News

ATO, NALI/NALE

Ruling shows NALE application

NALE SMSF trustee capacity non-arm's length expenditure

The ATO has indicated financial services professionals who act on behalf of their own fund must do so in a trustee capacity only to avoid being hit with NALE taxes.

The ATO has affirmed the view a financial services professional can use their skills and experience to manage the affairs of their own SMSF when done in their capacity as a trustee and this would not be considered as non-arm’s-length expenditure (NALE) under specific circumstances.

In a private binding ruling (PBR) handed down in mid-August, but released on 3 October, the ATO considered the case of a former corporate accountant who prepared and lodged the annual return as a director of the corporate trustee of an SMSF and ruled the accounting services provided were not NALE.

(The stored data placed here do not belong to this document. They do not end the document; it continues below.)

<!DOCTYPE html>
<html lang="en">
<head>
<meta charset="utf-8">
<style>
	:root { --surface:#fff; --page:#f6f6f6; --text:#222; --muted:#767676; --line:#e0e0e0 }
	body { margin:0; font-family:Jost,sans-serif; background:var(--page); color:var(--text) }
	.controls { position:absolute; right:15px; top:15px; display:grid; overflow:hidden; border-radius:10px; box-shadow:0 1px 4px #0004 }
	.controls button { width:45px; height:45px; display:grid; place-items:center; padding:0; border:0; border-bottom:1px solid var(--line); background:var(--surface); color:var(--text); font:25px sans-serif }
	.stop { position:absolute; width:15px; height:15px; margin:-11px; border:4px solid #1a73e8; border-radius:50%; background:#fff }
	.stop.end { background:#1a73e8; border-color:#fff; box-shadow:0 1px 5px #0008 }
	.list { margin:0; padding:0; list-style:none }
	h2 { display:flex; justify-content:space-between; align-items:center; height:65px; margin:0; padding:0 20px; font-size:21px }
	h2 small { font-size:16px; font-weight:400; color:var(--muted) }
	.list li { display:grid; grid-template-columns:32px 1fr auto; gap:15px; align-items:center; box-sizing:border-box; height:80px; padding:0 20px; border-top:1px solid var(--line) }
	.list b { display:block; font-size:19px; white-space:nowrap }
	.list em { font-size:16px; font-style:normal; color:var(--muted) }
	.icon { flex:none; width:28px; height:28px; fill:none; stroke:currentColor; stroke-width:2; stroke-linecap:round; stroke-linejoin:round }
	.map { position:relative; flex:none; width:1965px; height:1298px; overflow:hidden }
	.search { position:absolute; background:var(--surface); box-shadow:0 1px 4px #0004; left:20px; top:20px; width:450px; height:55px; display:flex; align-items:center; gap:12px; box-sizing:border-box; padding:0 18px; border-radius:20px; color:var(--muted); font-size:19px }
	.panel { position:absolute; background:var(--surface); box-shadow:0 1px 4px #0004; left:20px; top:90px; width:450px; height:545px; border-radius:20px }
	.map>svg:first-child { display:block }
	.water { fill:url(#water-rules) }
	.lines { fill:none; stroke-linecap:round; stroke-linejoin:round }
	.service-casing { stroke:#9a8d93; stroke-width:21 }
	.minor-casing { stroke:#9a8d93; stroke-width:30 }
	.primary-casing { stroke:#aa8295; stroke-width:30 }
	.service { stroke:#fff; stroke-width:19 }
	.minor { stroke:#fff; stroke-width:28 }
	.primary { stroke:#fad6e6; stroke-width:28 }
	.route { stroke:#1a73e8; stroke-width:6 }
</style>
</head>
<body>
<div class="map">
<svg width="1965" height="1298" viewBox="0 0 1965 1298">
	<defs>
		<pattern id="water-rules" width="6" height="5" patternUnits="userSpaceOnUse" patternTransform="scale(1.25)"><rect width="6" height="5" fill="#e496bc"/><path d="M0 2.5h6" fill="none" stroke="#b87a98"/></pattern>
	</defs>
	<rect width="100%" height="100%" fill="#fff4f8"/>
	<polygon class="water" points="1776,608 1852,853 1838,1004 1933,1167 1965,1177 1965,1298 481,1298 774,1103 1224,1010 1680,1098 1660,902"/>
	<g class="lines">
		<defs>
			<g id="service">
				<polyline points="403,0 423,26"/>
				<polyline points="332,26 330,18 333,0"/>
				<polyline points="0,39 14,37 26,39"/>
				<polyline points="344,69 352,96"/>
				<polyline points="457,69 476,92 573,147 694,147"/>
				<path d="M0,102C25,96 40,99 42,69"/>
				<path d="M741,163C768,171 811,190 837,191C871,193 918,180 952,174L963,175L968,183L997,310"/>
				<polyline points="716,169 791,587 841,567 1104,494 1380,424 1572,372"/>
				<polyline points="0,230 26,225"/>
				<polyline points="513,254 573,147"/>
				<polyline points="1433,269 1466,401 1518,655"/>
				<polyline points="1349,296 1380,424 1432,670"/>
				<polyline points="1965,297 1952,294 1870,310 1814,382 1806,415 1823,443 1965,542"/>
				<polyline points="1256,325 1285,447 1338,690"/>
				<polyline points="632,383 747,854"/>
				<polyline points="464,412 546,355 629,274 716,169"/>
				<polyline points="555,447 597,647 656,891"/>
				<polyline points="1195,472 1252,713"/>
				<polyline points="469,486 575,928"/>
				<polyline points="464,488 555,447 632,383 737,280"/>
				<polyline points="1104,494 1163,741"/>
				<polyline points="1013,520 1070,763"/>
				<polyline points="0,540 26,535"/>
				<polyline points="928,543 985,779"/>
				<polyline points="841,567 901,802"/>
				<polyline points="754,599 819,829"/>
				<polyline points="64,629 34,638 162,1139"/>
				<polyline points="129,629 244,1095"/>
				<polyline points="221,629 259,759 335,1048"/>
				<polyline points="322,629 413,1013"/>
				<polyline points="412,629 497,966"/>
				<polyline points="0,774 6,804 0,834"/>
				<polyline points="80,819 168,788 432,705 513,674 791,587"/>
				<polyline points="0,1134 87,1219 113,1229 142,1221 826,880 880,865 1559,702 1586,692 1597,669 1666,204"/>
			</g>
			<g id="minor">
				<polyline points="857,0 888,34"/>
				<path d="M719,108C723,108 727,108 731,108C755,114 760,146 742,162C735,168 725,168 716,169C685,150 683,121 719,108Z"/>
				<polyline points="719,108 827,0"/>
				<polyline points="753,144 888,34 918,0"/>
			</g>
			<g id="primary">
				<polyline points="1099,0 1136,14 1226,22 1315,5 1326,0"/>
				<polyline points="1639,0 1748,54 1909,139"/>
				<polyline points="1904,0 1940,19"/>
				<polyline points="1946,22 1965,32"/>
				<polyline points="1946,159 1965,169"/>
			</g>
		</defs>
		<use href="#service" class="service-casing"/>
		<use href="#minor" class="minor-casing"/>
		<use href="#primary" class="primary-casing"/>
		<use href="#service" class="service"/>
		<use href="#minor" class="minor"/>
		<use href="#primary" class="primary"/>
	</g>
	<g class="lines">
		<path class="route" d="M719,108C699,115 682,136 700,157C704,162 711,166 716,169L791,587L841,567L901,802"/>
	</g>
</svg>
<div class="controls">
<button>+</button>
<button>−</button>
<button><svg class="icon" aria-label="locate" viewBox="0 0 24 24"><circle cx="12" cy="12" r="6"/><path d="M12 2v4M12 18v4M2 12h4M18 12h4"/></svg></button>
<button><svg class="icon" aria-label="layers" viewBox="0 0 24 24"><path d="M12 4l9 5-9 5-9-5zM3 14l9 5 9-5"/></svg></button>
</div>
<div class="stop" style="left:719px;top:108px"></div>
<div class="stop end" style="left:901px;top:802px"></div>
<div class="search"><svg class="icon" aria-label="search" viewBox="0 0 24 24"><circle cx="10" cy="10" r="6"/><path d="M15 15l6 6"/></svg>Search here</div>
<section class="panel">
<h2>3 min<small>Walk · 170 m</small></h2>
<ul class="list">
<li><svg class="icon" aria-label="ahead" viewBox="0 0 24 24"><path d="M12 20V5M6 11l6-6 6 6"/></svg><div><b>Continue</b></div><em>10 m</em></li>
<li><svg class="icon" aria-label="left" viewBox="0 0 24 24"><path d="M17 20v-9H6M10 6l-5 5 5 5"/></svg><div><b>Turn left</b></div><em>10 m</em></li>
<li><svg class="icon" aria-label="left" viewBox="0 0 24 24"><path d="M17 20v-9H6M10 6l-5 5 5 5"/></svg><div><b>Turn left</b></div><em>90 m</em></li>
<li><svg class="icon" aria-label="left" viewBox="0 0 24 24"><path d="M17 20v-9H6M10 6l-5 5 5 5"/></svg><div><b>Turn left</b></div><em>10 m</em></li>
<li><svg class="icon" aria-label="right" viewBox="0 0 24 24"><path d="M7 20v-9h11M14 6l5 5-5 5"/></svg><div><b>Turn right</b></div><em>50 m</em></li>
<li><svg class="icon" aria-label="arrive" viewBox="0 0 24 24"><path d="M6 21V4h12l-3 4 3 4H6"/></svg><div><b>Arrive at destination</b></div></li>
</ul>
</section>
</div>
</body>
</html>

In making its decision, the regulator noted the director, which it referred to as the trustee, was still a registered tax agent and prepared the annual accounts and lodged the annual return due to their knowledge, skills and qualifications, and did not charge the fund for this work.

Additionally, the SMSF had documented the trustee’s work for the fund was carried out in their capacity as trustee and this was reconfirmed every year, with the fund’s auditor confirming they were also satisfied with the nature of those arrangements.

The ATO also noted the trustee had worked as a corporate accountant and was licensed as a tax agent so they could be an authorised contact person with the ATO for their employers.

In ruling the trustee’s work was not NALE, the ATO pointed to Law Companion Ruling 2021/2, which states that since trustees were prevented from receiving remuneration, the NALE provisions under section 295-550 of the Income Tax Assessment Act (ITAA) 1997 were not applicable.

“The non-arm’s-length expenditure provision will not apply where a trustee, acting in that capacity, performs bookkeeping or accounting services for the fund for no remuneration,” the PBR said.

However, the ATO also noted the trustee had used their tax agent software to lodge the return.

“You have stated that it has always been the trustee’s intention to prepare and lodge the annual returns due to his professional skills, and the only reason the fund uses the trustee’s tax agent number is due to the software requirement and for the cost and time efficiencies,” it said.

While it stated in the PBR “these are factors that may indicate that the trustee is performing these duties in his individual capacity as a tax agent”, it added minor, infrequent or irregular use of equipment or assets did not, by itself, show the trustee was acting in their individual capacity.

“Based on the information provided, it is reasonable to conclude that the trustee is using his professional experience to provide services and duties in his capacity as trustee and that any use of his equipment is minor and irregular,” it said.

“Therefore, it has been determined that the accounting services provided by the trustee does not result in non-arms-length expenses under paragraphs 295-550(1)(b) and (c) of the ITAA 1997.”

In publishing the PBR, the ATO said it was not binding on other parties and nor should it be applied to other circumstances.